U.S. Spending Crisis: Will It Be Remedied?
May 23, 2013
Over the last decade, the United States has gone through numerous financial crises. The federal government has been inflating the dollar and bailing out companies that have failed. This has caused a substantial deficit and debt, which will create an enormous financial burden on future generations, says the Cato institute.
In 2009, the government created the American Recovery and Reinvestment Act, which cost U.S. taxpayer $831 billion dollars. This policy gave stimulus money to several large corporations that were on the verge of collapsing. This policy was put into place to stimulate the economy and increase spending in the economy. Andrew T. Young, associate professor of economics at West Virginia University, argues in an article he published, "Why in the World Are We All Keynesians Again? The Flimsy Case for Stimulus Spending," that:
- Each dollar of stimulus increases total spending in the economy by less than one dollar, which means that the economic benefit associated with the stimulus is less than the stimulus itself.
- The evidence suggesting significant even short-run benefits of stimulus spending are weak.

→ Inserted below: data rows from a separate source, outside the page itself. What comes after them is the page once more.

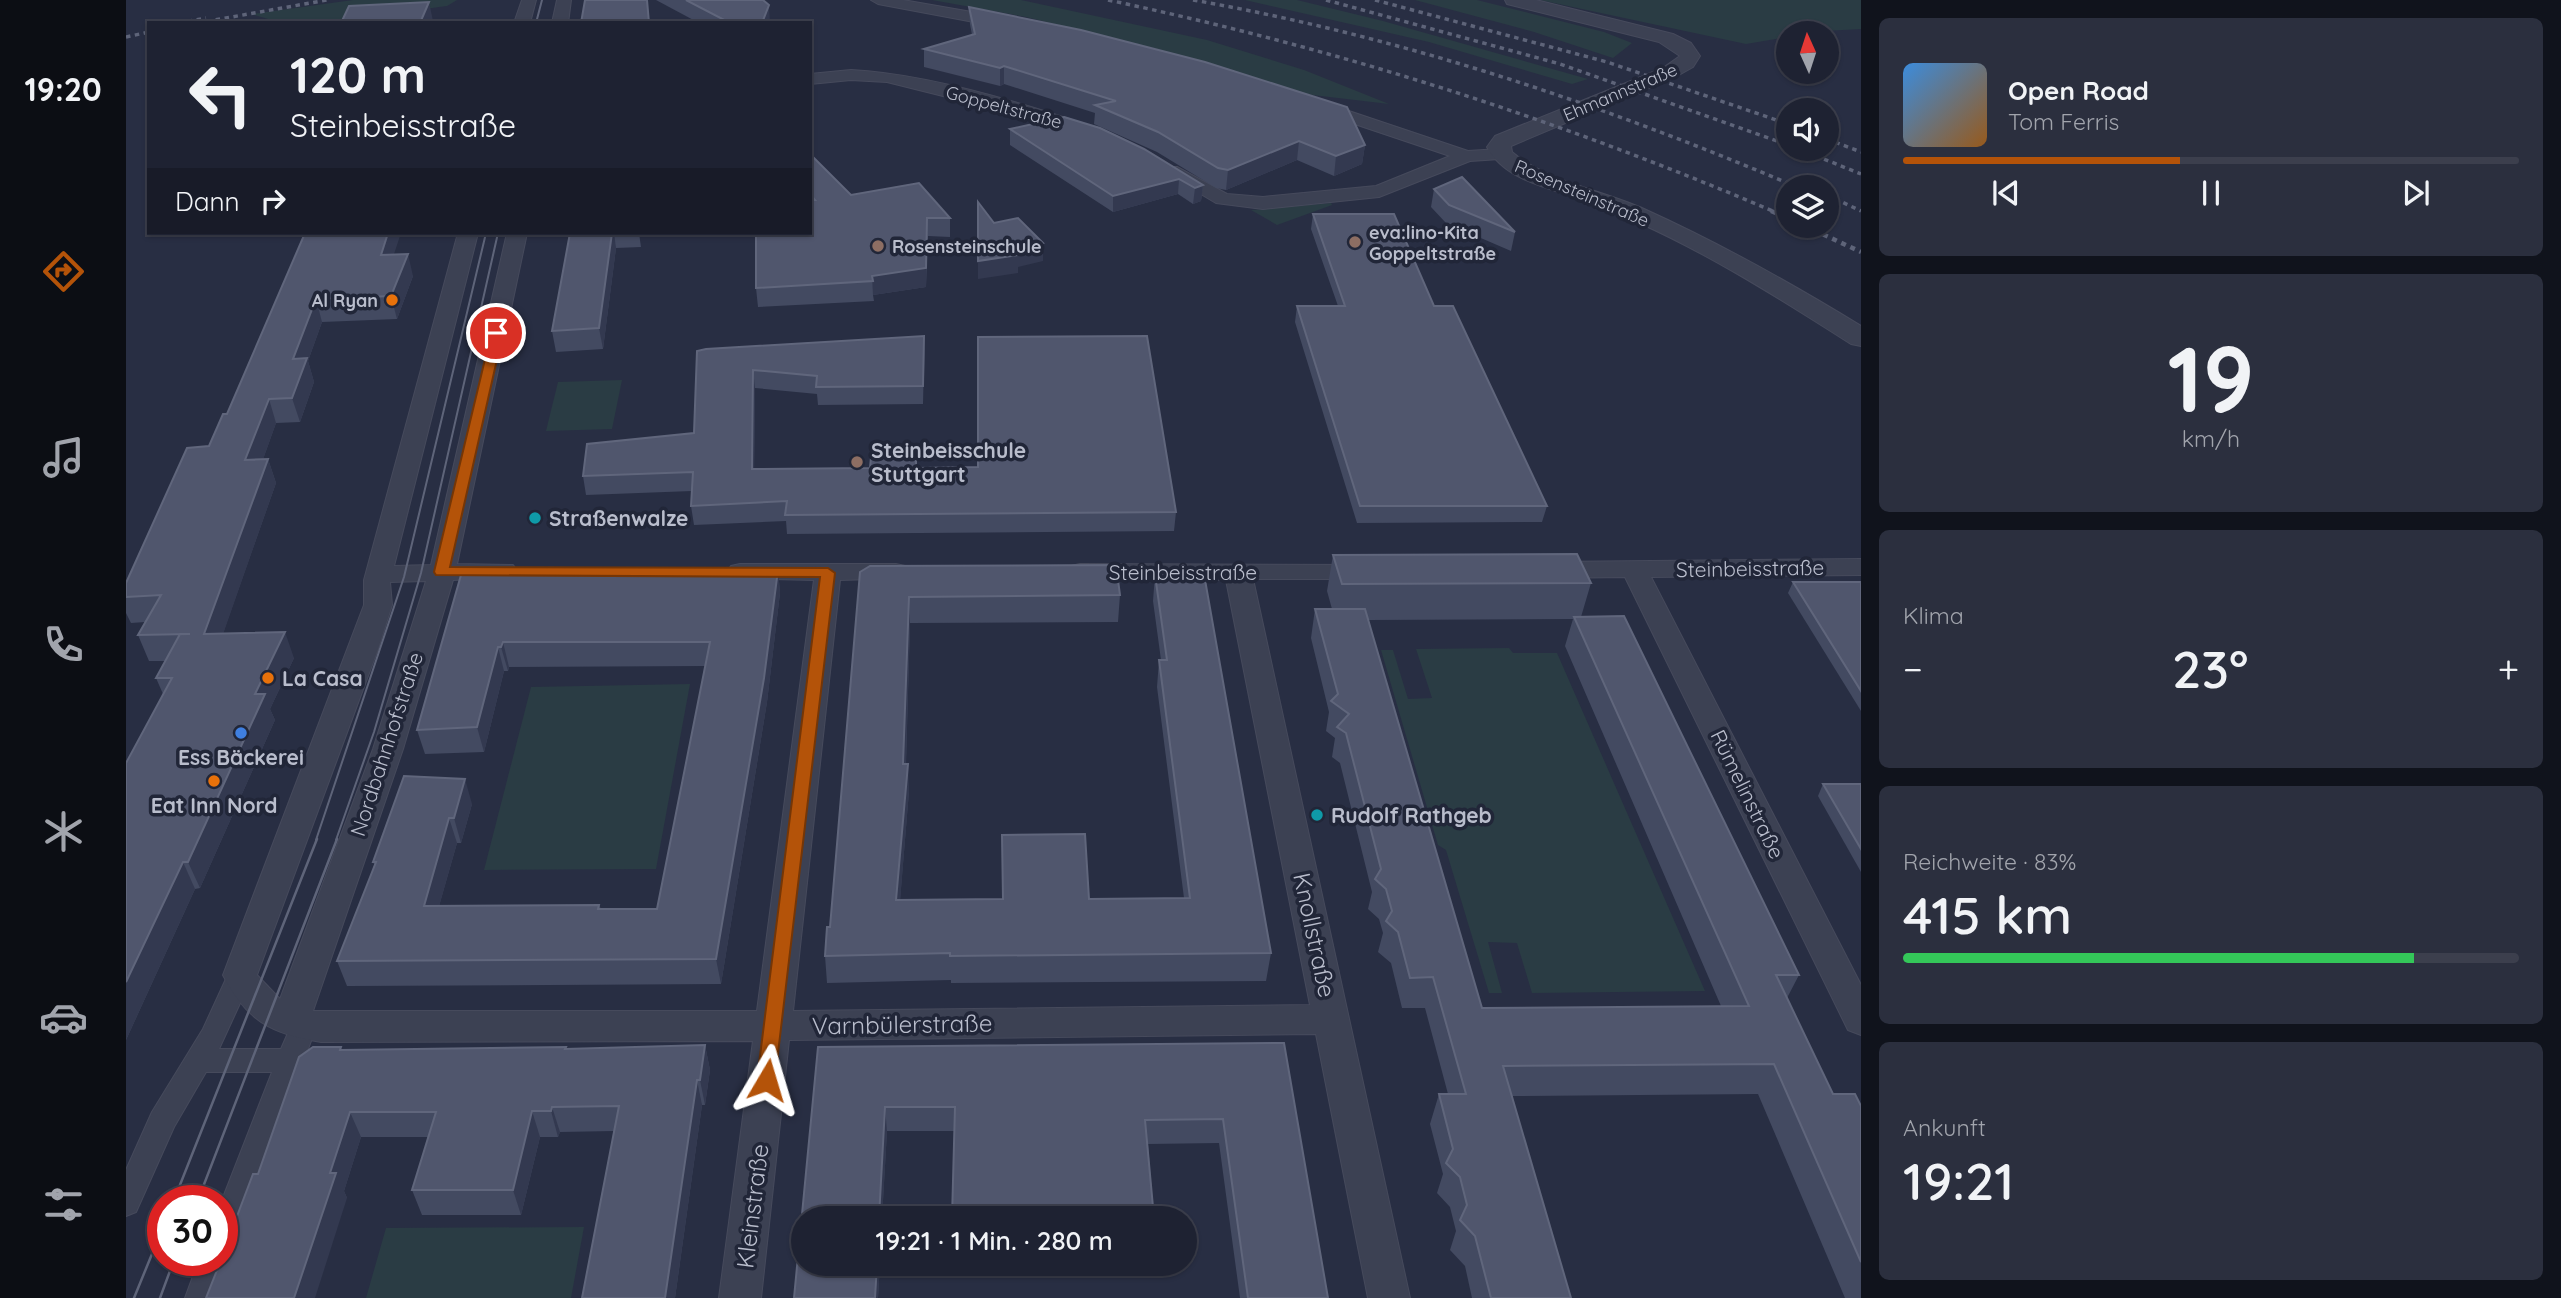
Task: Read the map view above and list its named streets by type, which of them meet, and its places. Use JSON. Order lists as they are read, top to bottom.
{
  "streets": {
    "street": [
      "Ehmannstraße",
      "Goppeltstraße",
      "Rosensteinstraße",
      "Steinbeisstraße",
      "Nordbahnhofstraße",
      "Rümelinstraße",
      "Knollstraße",
      "Varnbülerstraße",
      "Kleinstraße"
    ]
  },
  "crossings": [
    ["Ehmannstraße", "Rosensteinstraße"],
    ["Steinbeisstraße", "Rümelinstraße"],
    ["Steinbeisstraße", "Knollstraße"],
    ["Nordbahnhofstraße", "Varnbülerstraße"],
    ["Knollstraße", "Varnbülerstraße"],
    ["Varnbülerstraße", "Kleinstraße"]
  ],
  "places": [
    "eva:lino-Kita Goppeltstraße",
    "Rosensteinschule",
    "Al Ryan",
    "Steinbeisschule Stuttgart",
    "Straßenwalze",
    "La Casa",
    "Ess Bäckerei",
    "Eat Inn Nord",
    "Rudolf Rathgeb"
  ],
  "north": "top",
  "page": {
    "tabs": "19:20",
    "turn": ["120 m", "Steinbeisstraße"],
    "song": ["Open Road", "Tom Ferris"],
    "then": "Dann",
    "tile": [
      ["19", "km/h"],
      "Klima",
      ["Reichweite · 83%", "415 km"],
      ["Ankunft", "19:21"]
    ],
    "heat": ["−", "23°", "+"],
    "limit": "30",
    "trip": "19:21 · 1 Min. · 280 m"
  }
}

- Even advocates of fiscal stimulus acknowledge that the long-run consequences for the national debt are often dire.
These types of policies have been increasing the U.S. national debt, which can cause enormous problems down the road. Jagadeesh Gokhale, a Cato Institute senior fellow and a member of the Social Security Advisory Board, claims in a study, "Spending Beyond Our Means: How We Are Bankrupting Future Generations":
- Current federal policies would increase the fiscal imbalance to 9.0 percent of the present value of gross domestic product, or 19.7 percent of the present value of payrolls.
- Today's middle-aged workers would receive such large federal transfers by way of Social Security and Medicare benefits that their prospective lifetime net tax burdens are almost completely eliminated.
- Gokhale concludes that these problems could be solved by increases in taxes and spending reductions, but these are "precisely the policies that Congress is seeking to avoid in the short term."
Congress must act in order to save generations from the crushing burdens of debt, but the questions still remains: will they?